Mukasey named John Durham, a federal prosecutor in Connecticut, to
oversee the case. Durham has a reputation as one of the nation's most
relentless prosecutors. He served as an outside prosecutor overseeing
an investigation into the FBI's use of mob informants in Boston and
helped send several Connecticut public officials to prison.
What this entire episode represents is yet another example of the
CIA's inability to keep a secret. The concept of "State Secrets"
obviously died along with the cold war.
The decision to tape any interrogation of Al-Qaeda suspects
especially any enhanced interrogations was probably the most horrible
idea ever conceived. A tape like that is the equivalent of a loose nuke
in political terms and should never have been made.
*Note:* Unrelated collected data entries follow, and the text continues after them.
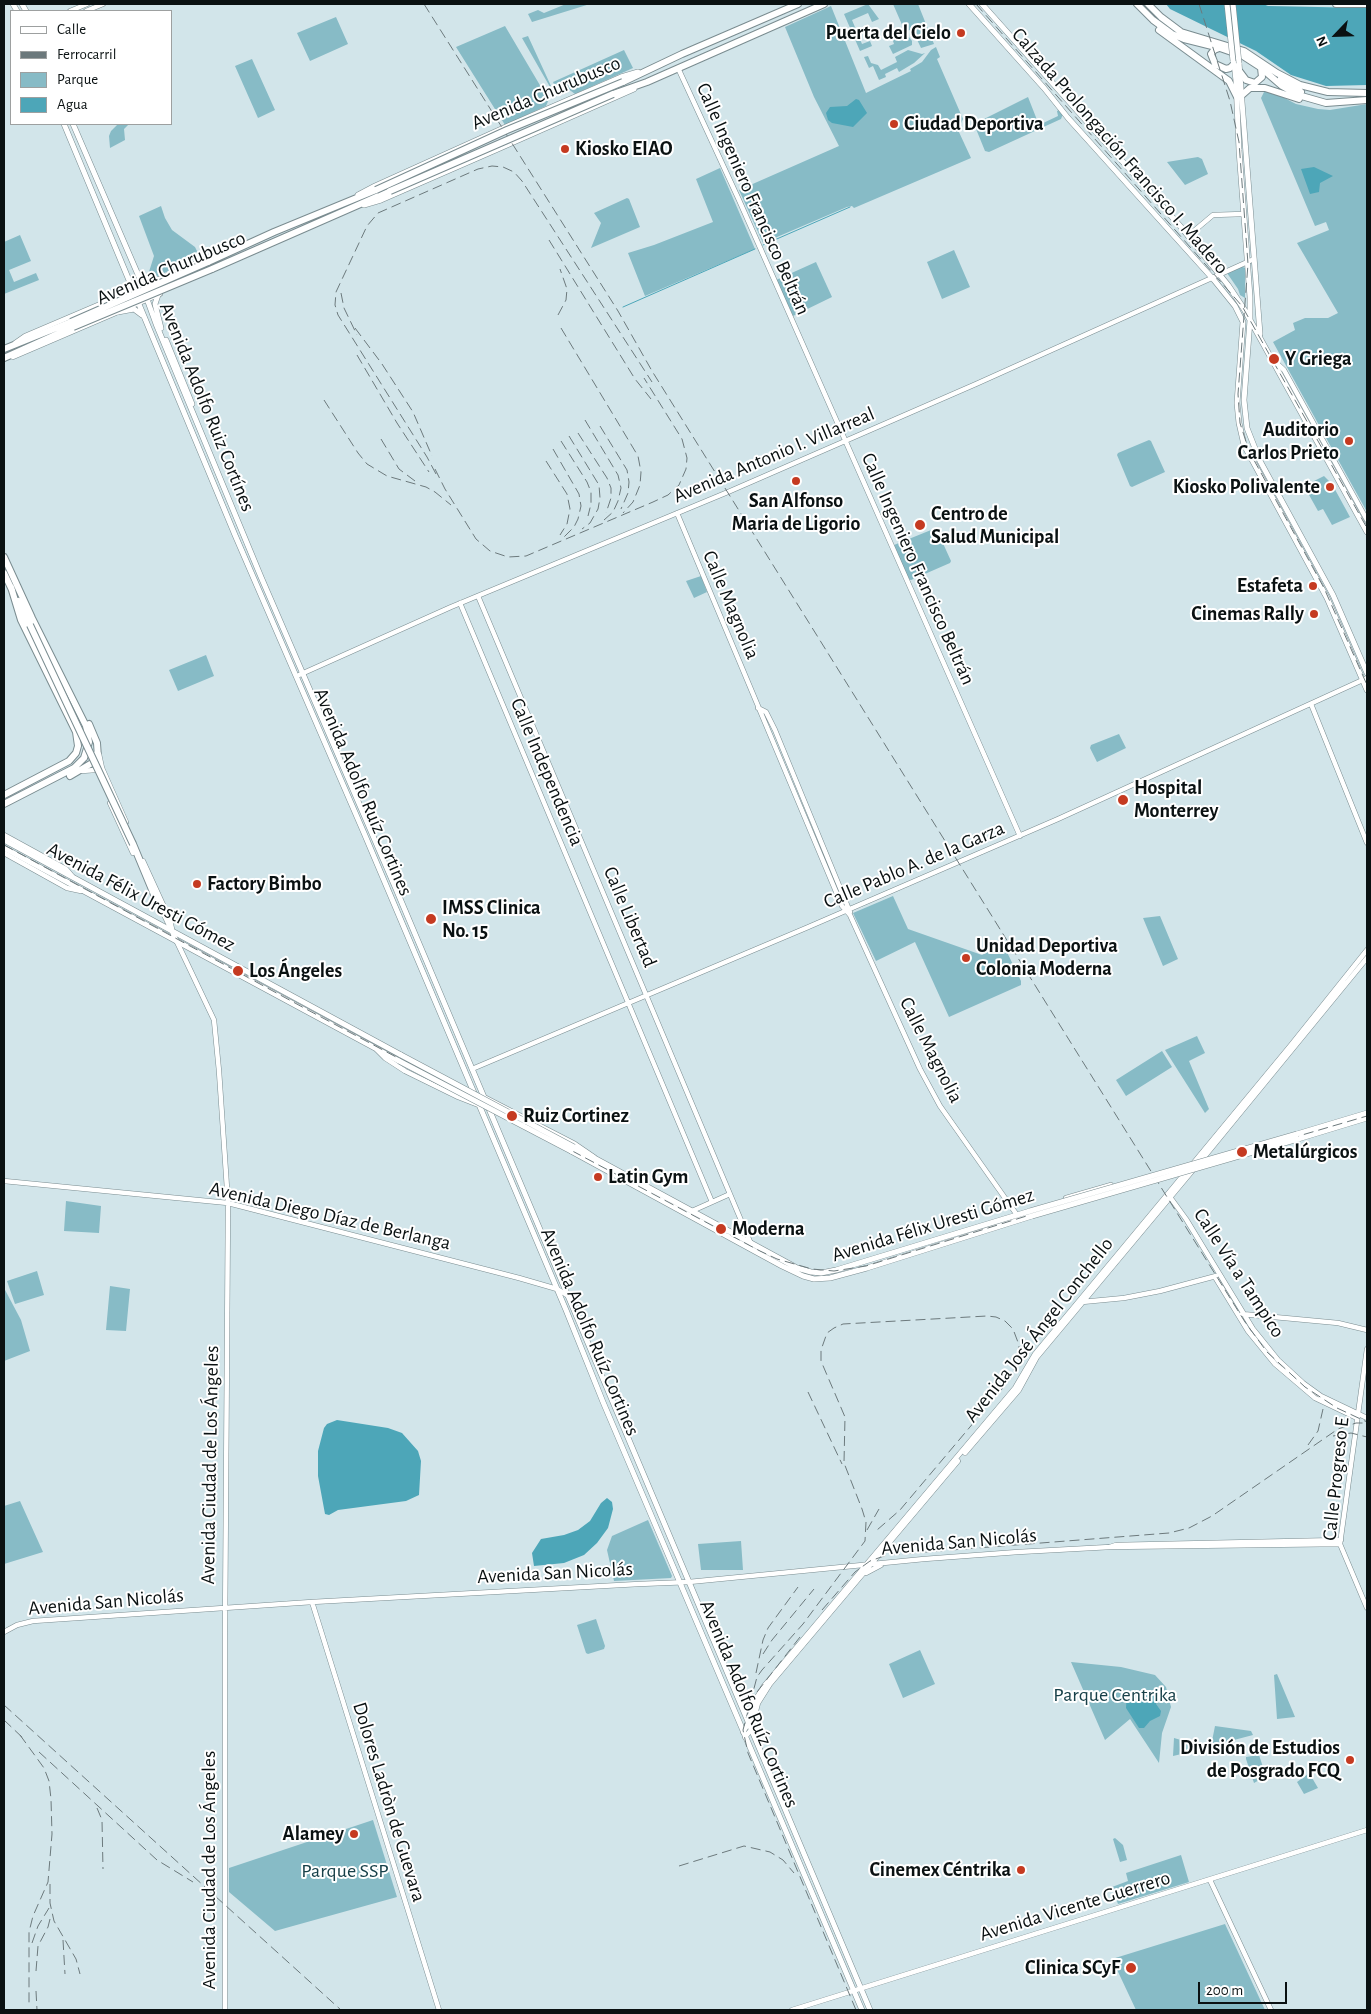 <!DOCTYPE html>
<html>
<head>
<meta charset="utf-8">
<style>
	body { margin:0 }
	#map { position:relative; width:1371px; height:2014px; overflow:hidden; background:#d2e5ea; font-family:"Alegreya Sans",sans-serif }
	canvas { display:block }
	.frame { position:absolute; inset:0; border:5px solid #0a1112; pointer-events:none }
	.legend { position:absolute; left:10px; top:10px; width:162px; height:115px; box-sizing:border-box; background:#fff; border:1px solid #9da0a0; margin:0; padding:6px 9px; list-style:none; font-size:15px; color:#0a1112 }
	.legend li { display:flex; align-items:center; gap:10px; height:25px }
	.legend b { width:25px; border:1px solid #9da0a0 }
	.north { position:absolute; left:1311px; top:10px; width:50px; height:50px; -webkit-text-stroke:4px #fff; paint-order:stroke; rotate:246deg; font-size:14px; font-weight:700; line-height:20px; text-align:center; color:#0a1112 }
	.north::after { content:''; display:block; margin:auto; width:18px; height:22px; background:#0a1112; clip-path:polygon(50% 0,100% 100%,50% 72%,0 100%) }
	.scale { position:absolute; left:1198px; top:1982px; width:89px; height:22px; box-sizing:border-box; border:2px solid #0a1112; border-top:0; padding-left:6px; font-size:15px; line-height:18px; white-space:nowrap; color:#0a1112; -webkit-text-stroke:4px #fff; paint-order:stroke }
</style>
</head>
<body>
<div id="map">
<canvas width="1371" height="2014"></canvas>
<div class="frame"></div>
<ul class="legend">
<li><b style="height:6px;background:#fff"></b>Calle</li>
<li><b style="height:6px;background:#6c797c"></b>Ferrocarril</li>
<li><b style="height:14px;background:#87bbc6"></b>Parque</li>
<li><b style="height:14px;background:#4da6b8"></b>Agua</li>
</ul>
<div class="north">N</div>
<div class="scale">200 m</div>
</div>
<script>
const c = document.querySelector('canvas').getContext('2d');
c.lineJoin = 'round';
function paint(path, color) { c.fillStyle = color; c.fill(path, 'evenodd'); }
const shape = rows => new Path2D(rows.map(r => 'M' + r).join(''));
function stroke(path, color, width, dash) { c.strokeStyle = color; c.lineWidth = width; c.lineCap = dash ? 'butt' : 'round'; c.setLineDash(dash || []); c.stroke(path); }
function label(font, color, halo, rows, align = 'center') {
  c.font = font + ' "Alegreya Sans",sans-serif'; c.lineWidth = 4; c.setLineDash([]); c.textBaseline = 'middle'; c.strokeStyle = halo; c.fillStyle = color; for (const [text, x, y, turn = 0] of rows) {
    c.save(); c.translate(x, y); c.rotate((+turn || 0) * Math.PI / 180); c.textAlign = isNaN(turn) ? turn : align; if (halo) c.strokeText(text, 0, 0); c.fillText(text, 0, 0); c.restore();
  }
}
const green = shape([
	[566,4,590,4,532,22,528,14,538,10,544,13],
	[868,4,879,19,872,22,868,13,852,20,862,44,870,41,872,46,860,51,844,14],
	[893,4,918,4,934,44,921,48,912,29,907,31,903,27],
	[831,6,866,93,911,71,910,69,922,62,931,50,936,47,940,57,937,59,963,119,958,130,971,158,854,208,852,206,847,207,763,243,739,190,839,146,814,97,785,27],
	[336,17,348,44,310,61,297,33],
	[505,26,541,87,544,86,549,99,546,106,505,125,456,47],
	[890,29,893,35,903,30,906,38,909,37,912,41,912,45,893,54,889,46,894,44,892,38,886,40,882,33],
	[528,36,551,86,550,87,522,38],
	[624,50,633,68,575,94,563,85,556,88,553,82],
	[908,50,922,54,925,53,914,63,899,72,897,68,885,74,886,77,879,80,873,66,869,68,864,57,868,56,871,63,878,65,881,70,897,62,895,57],
	[252,59,275,110,258,118,235,66],
	[1271,91,1296,104,1318,109,1330,110,1367,104,1367,512,1273,342,1295,330,1293,323,1305,318,1328,318,1338,313,1297,243,1329,230,1326,222,1315,226,1261,98,1264,92],
	[1028,97,1039,125,1058,116,1057,111,1059,110,1063,114,1061,119,989,152,985,151,974,124],
	[118,124,129,124,124,129,125,140,110,148,109,136,111,131],
	[1198,157,1202,159,1208,174,1185,185,1167,162],
	[720,168,755,249,645,296,628,253,654,245,713,222,696,179],
	[627,198,629,199,640,227,591,248,601,223,594,213],
	[161,206,165,218,172,230,195,247,200,257,153,278,147,278,154,256,139,216],
	[20,235,31,261,9,270,14,282,36,273,39,280,4,294,4,242],
	[954,250,970,287,942,299,927,262],
	[816,262,832,297,793,316,776,280],
	[1241,266,1245,268,1245,298,1240,295,1238,289,1227,273],
	[1149,440,1151,441,1165,472,1132,487,1130,486,1117,455,1118,453],
	[1324,476,1332,484,1350,517,1332,525,1323,509,1318,511,1304,486],
	[936,528,951,561,950,563,911,580,908,579,894,545],
	[701,576,707,592,694,598,686,581],
	[206,655,214,676,178,691,169,670],
	[1119,734,1126,748,1097,762,1090,748,1091,745],
	[893,896,908,929,982,955,1003,944,1021,981,1021,985,949,1017,915,942,876,961,853,913],
	[1160,916,1178,959,1163,966,1143,918],
	[1197,1036,1205,1053,1189,1061,1209,1109,1205,1113,1165,1050],
	[1162,1051,1172,1067,1126,1096,1116,1080],
	[66,1201,101,1206,99,1233,64,1231],
	[37,1271,44,1295,15,1304,7,1281],
	[110,1286,130,1289,126,1331,106,1330],
	[4,1288,21,1320,30,1351,4,1361],
	[20,1501,43,1552,4,1564,4,1506],
	[648,1520,672,1576,671,1578,614,1581,607,1550,612,1536],
	[741,1541,743,1570,701,1570,698,1544],
	[596,1619,605,1646,604,1649,588,1654,586,1653,577,1625],
	[920,1650,935,1684,903,1698,889,1664],
	[1071,1662,1121,1667,1155,1675,1166,1687,1171,1707,1162,1733,1159,1763,1130,1719,1105,1740],
	[1277,1674,1293,1712,1295,1717,1277,1719,1274,1675],
	[1215,1726,1251,1731,1253,1735,1211,1746],
	[1174,1738,1191,1743,1190,1752,1173,1756],
	[1259,1755,1266,1776,1254,1783,1246,1759,1246,1757],
	[1308,1774,1311,1776,1318,1788,1304,1794,1297,1782],
	[373,1820,397,1897,275,1931,229,1892,229,1868],
	[1115,1838,1123,1845,1127,1860,1120,1862,1113,1839],
	[1181,1855,1189,1882,1118,1904,1112,1887,1128,1881,1126,1873],
	[1225,1924,1265,2010,1136,2010,1112,1959]
]);
const water = shape([
	[1166,4,1263,4,1268,6,1367,8,1367,85,1326,86,1291,75,1256,51,1170,9],
	[856,99,859,100,867,113,853,127,832,123,828,120,826,113,830,107,847,106],
	[1314,167,1333,176,1320,183,1319,192,1310,194,1301,169],
	[337,1420,388,1428,402,1433,418,1451,421,1461,419,1495,406,1501,338,1510,329,1515,325,1514,318,1476,318,1451,324,1428,327,1424],
	[607,1498,612,1502,613,1509,608,1528,597,1543,584,1555,564,1563,534,1566,532,1553,541,1539,564,1535,578,1530,590,1521,601,1503],
	[1127,1692,1140,1694,1139,1699,1144,1700,1149,1692,1156,1698,1156,1704,1161,1711,1160,1716,1150,1721,1144,1728,1139,1728,1126,1708]
]);
const stream = shape([
	[763,245,850,207],
	[623,307,755,249]
]);
const secondary = shape([
	[70,11,87,4],
	[86,11,103,4],
	[678,68,739,200,1020,836],
	[1188,236,1213,215,1243,214],
	[15,343,25,336,241,244],
	[13,357,160,294],
	[1272,359,1284,370,1367,520],
	[677,513,842,906,850,915,920,1069,940,1106,1017,1215],
	[478,596,751,1244],
	[460,603,712,1202],
	[299,675,451,607,728,492,976,384,1254,259],
	[1311,704,1367,843],
	[758,708,766,712,775,730,850,912],
	[90,757,93,754,99,754,102,768,126,822],
	[82,771,95,770],
	[110,803,133,853],
	[4,835,66,869,72,876],
	[4,853,67,888,81,891],
	[143,861,170,920,172,929],
	[158,902,214,1020,219,1071,228,1203,225,1633,225,2010],
	[377,1050,385,1058,405,1071,458,1097,481,1106],
	[472,1069,806,928,1058,819,1367,678],
	[482,1096,575,1144,594,1157],
	[1200,1162,1367,958],
	[1191,1166,1291,1045,1367,950],
	[4,1181,228,1203,519,1278,557,1289,567,1295],
	[1170,1197,1186,1219,1253,1329,1278,1360,1303,1383,1321,1396,1367,1418],
	[1066,1198,1111,1185],
	[692,1211,730,1194],
	[1215,1277,1248,1331,1275,1364,1315,1398,1357,1418],
	[1082,1302,1124,1298,1160,1291,1216,1276],
	[1242,1314,1338,1323,1367,1330],
	[1367,1349,1340,1544,1367,1608],
	[965,1453,1019,1390,1037,1357,1193,1170],
	[1110,1547,1116,1545,1341,1540],
	[866,1573,881,1565],
	[312,1602,439,2010],
	[4,1632,17,1625,33,1621,312,1602,639,1584,689,1582,924,1559,1018,1552,1110,1547,1340,1544],
	[743,1732,747,1726,754,1702,764,1686,1015,1388,1035,1354,1186,1172],
	[745,1737,751,1730,758,1703,770,1684,958,1461],
	[1210,1880,1271,2010],
	[792,2010,1367,1830]
]);
const primary = shape([
	[13,4,17,11],
	[22,4,26,11],
	[969,4,1044,88,1068,118,1214,280,1235,306,1243,322,1237,403,1239,423,1244,445,1327,598,1367,690],
	[982,4,1181,227,1228,285,1244,309,1367,532],
	[1234,63,1236,81,1239,150,1250,297,1250,320,1244,400,1247,428,1260,461,1333,595,1367,673],
	[1239,63,1260,334],
	[64,124,235,535,364,833,566,1310,603,1402,862,2010],
	[73,124,139,277,156,324,261,577,396,889,870,2010],
	[358,195,375,186,508,126,621,77,638,72],
	[364,205,381,200,498,149,634,89],
	[139,277,152,282],
	[158,295,155,304,161,328],
	[118,312,134,309,142,315],
	[166,340,192,404],
	[4,840,401,1055],
	[4,848,399,1061],
	[1297,1134,1367,1113],
	[1298,1139,1367,1118],
	[574,1147,797,1268,811,1272,821,1273,836,1270,1030,1211],
	[571,1151,782,1266,803,1276,814,1279,830,1278,867,1268,1032,1216]
]);
const highway = shape([
	[1137,4,1153,20,1172,34,1184,39,1220,48,1243,56,1260,67,1282,86,1298,95,1326,103,1367,100],
	[1148,4,1161,17,1181,32,1244,51,1277,73,1300,85,1328,92,1367,93],
	[1336,4,1367,4],
	[1159,30,1229,81,1237,97],
	[1219,48,1214,50,1211,54,1215,64,1226,69,1230,68,1234,64],
	[1240,72,1246,80,1255,83,1262,77,1261,68],
	[1281,78,1301,92],
	[623,82,682,54,798,4],
	[613,94,647,82,824,4],
	[1242,95,1250,88,1265,88,1299,99],
	[208,262,274,232,376,190],
	[212,269,390,191],
	[4,349,71,322],
	[4,358,73,327],
	[4,557,32,618,86,726,89,742,84,758,74,768,4,804],
	[4,573,12,590],
	[18,601,30,625],
	[70,776,92,763,98,758,97,743,89,724],
	[4,795,69,761,76,753,78,746,76,732,21,620,11,587],
	[133,844,158,904]
]);
const rail = shape([
	[424,4,618,311,652,371,1245,1322,1267,1352,1305,1387,1337,1408,1367,1422],
	[444,4,464,4],
	[976,4,1242,306,1367,528],
	[1199,4,1230,101,1239,142,1248,264,1238,394,1240,423,1249,451,1324,588,1367,685],
	[549,240,635,379,651,399],
	[341,293,344,308,357,335],
	[558,315,566,300,567,289,560,269],
	[355,328,382,364,413,412,432,456],
	[561,328,638,456,641,472,640,485,633,502,623,513],
	[357,355,397,423,429,472],
	[324,400,358,453,367,464,387,476,426,487,435,492,451,505],
	[585,420,618,475,621,488,618,501,613,512,604,520],
	[600,426,627,470,629,482,628,493,621,509],
	[578,433,607,478,611,488,611,498,606,513],
	[569,436,599,485,600,498,598,509,590,523,582,529],
	[381,439,399,469,415,481],
	[561,441,587,482,591,492,591,504,588,516],
	[553,449,579,494,581,506,578,519,574,527,563,538],
	[546,461,567,494,570,509,567,524,560,535],
	[435,469,445,489,476,539,490,551,508,557,526,556,653,502,668,495,679,485,686,469,687,458,682,439,644,378],
	[436,474,427,457,338,315,335,305,336,292,367,226,378,213,478,169,492,166,503,167,514,172,522,181,652,382],
	[4,845,306,1009,760,1251,777,1259,812,1269,834,1271,866,1266,1049,1209,1367,1116],
	[808,1392,842,1464],
	[1333,1436,1351,1433,1367,1437],
	[1308,1445,1318,1431,1323,1409],
	[867,1530,879,1509],
	[822,1610,855,1572,870,1561,887,1555,1169,1533,1189,1528,1212,1516,1338,1429,1356,1423,1367,1423],
	[763,1654,772,1640,814,1589],
	[756,1673,763,1640,768,1628,798,1587],
	[757,1692,800,1637],
	[4,1705,341,2010],
	[4,1720,24,1739],
	[20,1735,44,1768,49,1781,51,1799,52,1834,48,1882,33,1916,29,1932,29,2003],
	[39,1752,157,1860,193,1882],
	[97,1808,102,1820,103,1869],
	[679,1866,744,1846,770,1852,783,1860,794,1873],
	[50,1884,50,1903,54,1921,76,1959,80,1974],
	[63,1940,65,1974],
	[32,1943,38,1926,49,1908],
	[36,1971,38,1946,48,1927,50,1919],
	[36,1991,37,2010],
	[856,2010,748,1753,743,1730,757,1677,762,1670,803,1624,865,1541,866,1522,862,1509,844,1463,845,1417,821,1361,821,1350,827,1333,834,1328,843,1324,987,1316,996,1317,1005,1321,1013,1329,1019,1345,1019,1353,1015,1368,1002,1389,900,1510,877,1530]
]);
const primaryBridge = shape([
	[1227,4,1233,61],
	[1233,4,1239,63],
	[401,1055,574,1147],
	[399,1061,571,1151],
	[1030,1211,1297,1134],
	[1032,1216,1298,1139]
]);
const highwayBridge = shape([
	[376,190,507,130,623,82],
	[390,191,613,94],
	[71,322,208,262],
	[73,327,212,269],
	[30,625,133,844]
]);
const markers = [
	[961,33,5,"#c53a21"],
	[894,124,5,"#c53a21"],
	[565,149,5,"#c53a21"],
	[1274,359,6,"#c53a21"],
	[1349,441,5,"#c53a21"],
	[796,481,5,"#c53a21"],
	[1330,487,5,"#c53a21"],
	[920,525,6,"#c53a21"],
	[1313,586,5,"#c53a21"],
	[1314,614,5,"#c53a21"],
	[1123,800,6,"#c53a21"],
	[197,884,5,"#c53a21"],
	[431,919,6,"#c53a21"],
	[966,958,5,"#c53a21"],
	[238,971,6,"#c53a21"],
	[512,1116,6,"#c53a21"],
	[1242,1152,6,"#c53a21"],
	[598,1177,5,"#c53a21"],
	[721,1229,6,"#c53a21"],
	[1350,1760,5,"#c53a21"],
	[354,1834,5,"#c53a21"],
	[1021,1870,5,"#c53a21"],
	[1131,1968,6,"#c53a21"]
];
const poiNames = [
	["Puerta del Cielo",951,33,"right"],
	["Ciudad Deportiva",904,124],
	["Kiosko EIAO",575,149],
	["Y Griega",1285,359],
	["Auditorio",1339,430,"right"],
	["Carlos Prieto",1339,453,"right"],
	["Kiosko Polivalente",1320,487,"right"],
	["San Alfonso",796,501,"center"],
	["Maria de Ligorio",796,524,"center"],
	["Centro de",931,514],
	["Salud Municipal",931,537],
	["Estafeta",1303,586,"right"],
	["Cinemas Rally",1304,614,"right"],
	["Hospital",1134,788],
	["Monterrey",1134,811],
	["Factory Bimbo",207,884],
	["IMSS Clinica",442,908],
	["No. 15",442,931],
	["Unidad Deportiva",976,946],
	["Colonia Moderna",976,969],
	["Los Ángeles",249,971],
	["Ruiz Cortinez",523,1116],
	["Metalúrgicos",1253,1152],
	["Latin Gym",608,1177],
	["Moderna",732,1229],
	["División de Estudios",1340,1748,"right"],
	["de Posgrado FCQ",1340,1771,"right"],
	["Alamey",344,1834,"right"],
	["Cinemex Céntrika",1011,1870,"right"],
	["Clinica SCyF",1120,1968,"right"]
];
const streetNames = [
	["Avenida Churubusco",546,93,-23],
	["Calzada Prolongación Francisco I. Madero",1120,151,49],
	["Calle Ingeniero Francisco Beltrán",753,199,66],
	["Avenida Churubusco",171,268,-23],
	["Avenida Adolfo Ruiz Cortínes",207,407,68],
	["Avenida Antonio I. Villarreal",774,455,-23],
	["Calle Ingeniero Francisco Beltrán",918,569,66],
	["Calle Magnolia",731,605,67],
	["Calle Independencia",547,772,67],
	["Avenida Adolfo Ruíz Cortines",363,792,67],
	["Calle Pablo A. de la Garza",914,865,-23],
	["Avenida Félix Uresti Gómez",141,897,28],
	["Calle Libertad",630,917,67],
	["Calle Magnolia",931,1050,63],
	["Avenida Diego Díaz de Berlanga",330,1216,13],
	["Avenida Félix Uresti Gómez",933,1225,-17],
	["Calle Vía a Tampico",1239,1273,57],
	["Avenida José Ángel Conchello",1039,1330,-52],
	["Avenida Adolfo Ruíz Cortines",590,1332,67],
	["Avenida Ciudad de Los Ángeles",210,1465,-89],
	["Calle Progreso E",1336,1479,-84],
	["Avenida San Nicolás",959,1542,-5],
	["Avenida San Nicolás",555,1573,-3],
	["Avenida San Nicolás",106,1602,-5],
	["Avenida Adolfo Ruíz Cortines",749,1704,67],
	["Dolores Ladròn de Guevara",389,1802,73],
	["Avenida Ciudad de Los Ángeles",209,1870,-90],
	["Avenida Vicente Guerrero",1075,1906,-17]
];
const parkNames = [
	["Parque Centrika",1115,1695],
	["Parque SSP",345,1871]
];
paint(green, '#87bbc6');
paint(water, '#4da6b8');
stroke(stream, '#4da6b8', 1);
stroke(secondary, '#7a8c90', 5.5);
stroke(primary, '#7a8c90', 6);
stroke(highway, '#7a8c90', 8);
stroke(secondary, '#fff', 4.5);
stroke(primary, '#fff', 5);
stroke(highway, '#fff', 6);
stroke(rail, '#6c797c', 1, [10, 5]);
stroke(primaryBridge, '#7a8c90', 6, []);
stroke(highwayBridge, '#7a8c90', 8, []);
stroke(primaryBridge, '#fff', 5);
stroke(highwayBridge, '#fff', 6);
for (const [x, y, r, color] of markers) { const dot = new Path2D(); dot.arc(x, y, r, 0, 2 * Math.PI); c.fillStyle = color; c.fill(dot); stroke(dot, '#fff', 2); }
label('bold 20px', '#0a1112', '#fff', poiNames, 'left');
label('20px', '#0a1112', '#fff', streetNames);
label('20px', '#174049', '#fff', parkNames);
</script>
</body>
</html>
Now of course this whole thing is going to play out like a textbook,
and someone is gonna have to be thrown under the bus. I suspect the
sacrificial lamb at the CIA already knows who he or she is and is just
waiting for the other shoe to drop.
Mukasey has to prove to Congress that he's running a different kind
of Justice Department than Gonzalez, so he's obligated to hang someone
out to dry.
The larger and more troubling question than anything goes back to
the intelligence community's inability to keep a secret. Leaking State
Secrets has become business as usual and the leaker or leakers are
never caught and never prosecuted.
I don't care if the CIA destroyed one tape or a thousand tapes, or
if they torture terrorists, or if they send terrorists to be tortured
by someone else. What I do care about is why I know about any of it?
Contrary to what the NY Times thinks, I don't need to know about NSA
wiretapping, tape destruction, waterboarding, secret prisons,
extraordinary rendition, torture, or any of the rest of it.
I want the CIA to do whatever they deem necessary to prevent any
future attacks. I don't care how they do it, or where they do it as
long as it gets done.
We should not know as much as we do, because everything we now know
our enemies now know. If leakers were sentenced to 20 years in federal
prison, I'm betting the vast majority of leaks would dry up overnight.
Who in the hell is ever gonna want to join the CIA or NSA, DIA, if
they run the risk of being prosecuted for doing their job if a
political scapegoat is needed?
Americans need to decide if gathering intelligence and conducting
clandestine operations is something that's important to our National
Security. If we don't believe intelligence is important then let's just
close down the CIA and other agencies.
If we do think that gathering intelligence is indeed vital to our
national security, then we should just shut-up and let the CIA do their
job. That means not asking how information was obtained, where it was
obtained, or under what conditions.
Playing "gotcha" with America's most important intelligence agency
during a time of war is despicable, disgraceful, and outrageous.